D'abord : est-ce utile ?
La vielle sonne bien (certaines mieux que d'autres) et il n'est pas
prouvé que l'on puisse faire mieux.
On pourra objecter que, comme personne (???) ne propose de barrages
plus élaborés, on n'a pas le moyen de vérifier s'il est possible de
faire mieux. Le seul moyen de trancher serait d'expérimenter de façon
rationnelle.
Cette fichue découpe de roue
L'image suivante, toujours extraite du même site, montre quels sont les
deux obstacles principaux :
- La découpe qui permet le passage de la roue complique de beaucoup
la mise en place de barrages tels que le "X" de Martin, la barre
d'harmonie du violon, les palmettes "à la Torrès". La seule "solution
serait de réduire la longueur de la découpe SANS réduire le diamètre de
la roue. Pour cela, il faut repenser la forme de la caisse.
- Du fait de l'absence de barrage longitudinal, la partie marquée
d'un fléchage vert est "la seule" à être vraiment efficace. La partie
"rouge" est sous employée. On peut imaginer deux remèdes :
- allonger la partie "verte", à l'image des caisses des guitares à
cordes métalliques, pour obtenir plus de son.

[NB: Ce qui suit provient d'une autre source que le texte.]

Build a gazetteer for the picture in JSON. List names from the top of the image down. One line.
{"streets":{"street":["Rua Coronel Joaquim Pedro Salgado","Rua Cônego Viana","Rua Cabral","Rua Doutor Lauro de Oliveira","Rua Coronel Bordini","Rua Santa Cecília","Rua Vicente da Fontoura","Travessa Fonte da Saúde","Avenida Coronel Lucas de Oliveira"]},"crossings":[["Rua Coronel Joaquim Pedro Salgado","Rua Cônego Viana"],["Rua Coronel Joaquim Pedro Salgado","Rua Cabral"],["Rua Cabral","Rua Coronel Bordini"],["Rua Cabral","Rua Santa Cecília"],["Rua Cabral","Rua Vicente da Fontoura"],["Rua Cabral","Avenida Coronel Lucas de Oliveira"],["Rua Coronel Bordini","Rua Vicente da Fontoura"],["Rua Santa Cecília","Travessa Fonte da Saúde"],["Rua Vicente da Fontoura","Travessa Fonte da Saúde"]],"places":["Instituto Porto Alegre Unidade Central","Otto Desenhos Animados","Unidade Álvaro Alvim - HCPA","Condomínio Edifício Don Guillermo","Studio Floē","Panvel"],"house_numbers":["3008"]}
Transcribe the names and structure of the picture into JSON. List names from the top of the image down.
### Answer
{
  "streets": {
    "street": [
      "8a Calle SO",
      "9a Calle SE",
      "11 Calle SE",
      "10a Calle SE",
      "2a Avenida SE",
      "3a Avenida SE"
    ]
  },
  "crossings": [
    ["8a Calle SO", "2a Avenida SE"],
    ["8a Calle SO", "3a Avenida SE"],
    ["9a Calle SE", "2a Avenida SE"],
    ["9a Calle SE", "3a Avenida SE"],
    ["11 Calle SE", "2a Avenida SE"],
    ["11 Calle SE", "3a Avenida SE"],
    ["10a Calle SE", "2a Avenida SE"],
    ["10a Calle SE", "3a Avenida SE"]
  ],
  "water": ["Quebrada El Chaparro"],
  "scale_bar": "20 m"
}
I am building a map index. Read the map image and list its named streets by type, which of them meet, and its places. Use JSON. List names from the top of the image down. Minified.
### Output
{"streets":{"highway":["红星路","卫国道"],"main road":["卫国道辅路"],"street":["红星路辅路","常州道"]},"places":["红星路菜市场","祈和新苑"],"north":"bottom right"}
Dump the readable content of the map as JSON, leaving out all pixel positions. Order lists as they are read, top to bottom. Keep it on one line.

- mettre en place un barrage longitudinal qui s'affranchisse des
difficultés signalées plus haut.
Il ne faut toutefois pas perdre de vue que, dans le cas de la vielle à
roue, la table est cintrée et qu'un barrage en "X", s'il était possible
devrait tenir compte de la forme de la table.
Les expérimentateurs ont du pain sur la planche.
Un cas d'expérimentation
Le luthier de vielle à roue Bernard Kerboeuf m'a montré un exemple de
barrage non conventionnel qui, appliqué à une vielle en sol donne un
beau son grave. Ceci étant, mon expertise en vielle à roue étant ce
qu'elle est (???), je ne me permettrai pas d'en écrire plus.
Table d'harmonie et vielle à roue
Le bois généralement utilisé est l'épicéa.
Ceci étant, Jean-Luc Bleton et Henri Renard font des tables d'harmonie
en érable (j'ai vu également une vielle avec une table en noyer sur le
stand de M. Bleton, autrefois, à Saint-Chartier). Le "son" rendu est
différent : c'est un choix.
J'ai joué pendant dix ans sur une vielle d'étude de Pascal Tassin dont
la table d'harmonie est en érable.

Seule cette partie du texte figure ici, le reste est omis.